It's cold here in Ann Arbor, but we more or less know how to deal with it. Not so in Atlanta, where slippery roads led to gridlock on the highways and midnight traffic jams.
From the Atlanta Journal-Constitution:
It was a day when a 10-mile commute could take you at least six hours. For those heading from downtown to the burbs, it was even worse. The interstates were a gridlocked mess long before the snow finished falling Tuesday. And side streets? Even worse. Some people ditched their vehicles and set out on foot. Others tried to help stranded strangers. And many persevered, moving a few inches an hour toward home.

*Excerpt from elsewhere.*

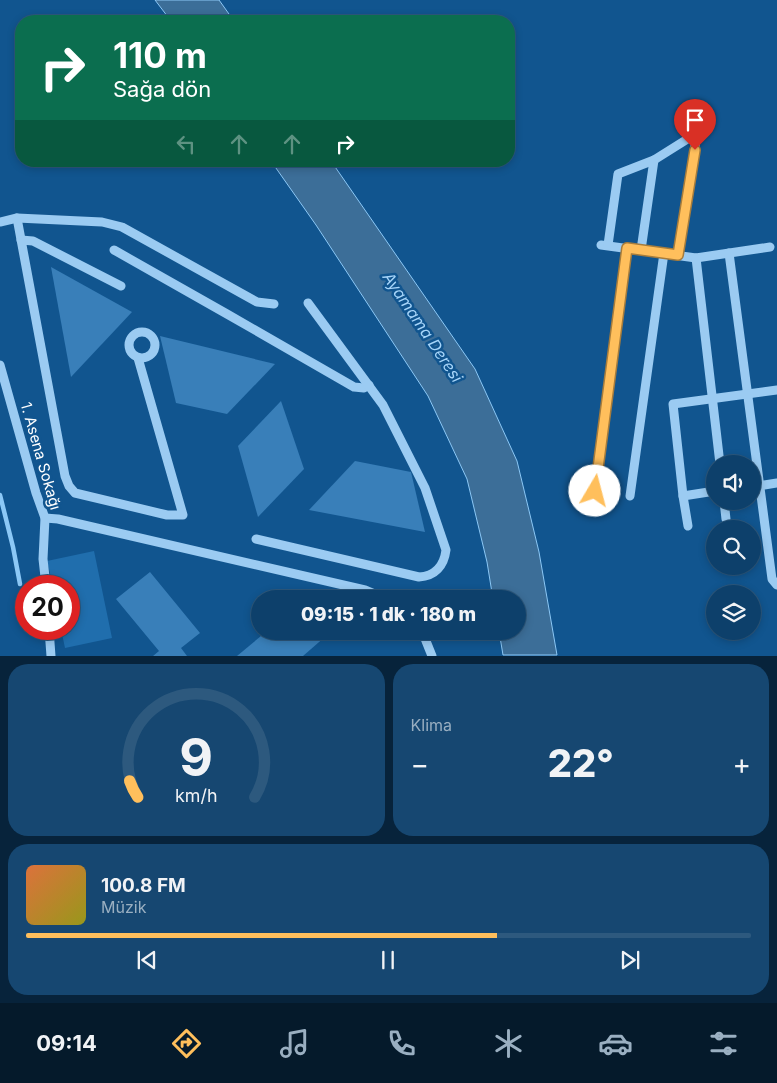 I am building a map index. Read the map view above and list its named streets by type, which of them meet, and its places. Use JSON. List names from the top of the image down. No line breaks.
{"streets":{"street":["1. Asena Sokağı"]},"water":["Ayamama Deresi"],"page":{"turn":["110 m","Sağa dön"],"limit":"20","trip":"09:15 · 1 dk · 180 m","tile":"Klima","heat":["−","22°","+"],"song":["100.8 FM","Müzik"],"tabs":"09:14","gauge":["9","km/h"]}}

Kroger, Walmart, and Home Depot have opened their stores as shelters, if you can get to them.
UPDATE: The Jeff Masters blog from Weather Underground has the situation in detail.
A dangerous winter storm swept through the Deep South on Tuesday, dumping 1 - 4" of snow and 1/4" - 1/2" of ice on a region unused to dealing with severe winter weather. Travel chaos resulted in many cities, and at least nine people died in storm-related accidents. Officially, 2.6" of snow fell at the Atlanta Airport from Winter Storm Leon, and snow amounts across the city ranged from 1.5" - 3.5". But with temperatures in the low 20s, and only 40 snow plows and 30 sand trucks to handle the snow, Atlanta streets and highways quickly turned into parking lots during the afternoon snow, as schools, businesses, and government offices all closed nearly simultaneously, sending a huge number of vehicles onto the roads. Atlanta experienced its worst traffic day of all-time, and thousands of motorists were forced to abandon their vehicles, with many spending the night sheltering in stores, stalled cars, or strangers' homes. A Facebook group dubbed SnowedOutAtlanta, meant to connect stranded motorists with people willing to put them up for the night, had thousands of members by Tuesday night. Hundreds of children never made it home, and were forced to spend the night at their schools or at bus shelters. There were 940 confirmed traffic accidents in Atlanta, with more than 100 involving injuries, according to the Georgia public safety commissioner. It was Atlanta's worst driving day since the infamous Snow Jam of 1982, when 6" of snow also created traffic chaos, stranding thousands of motorists.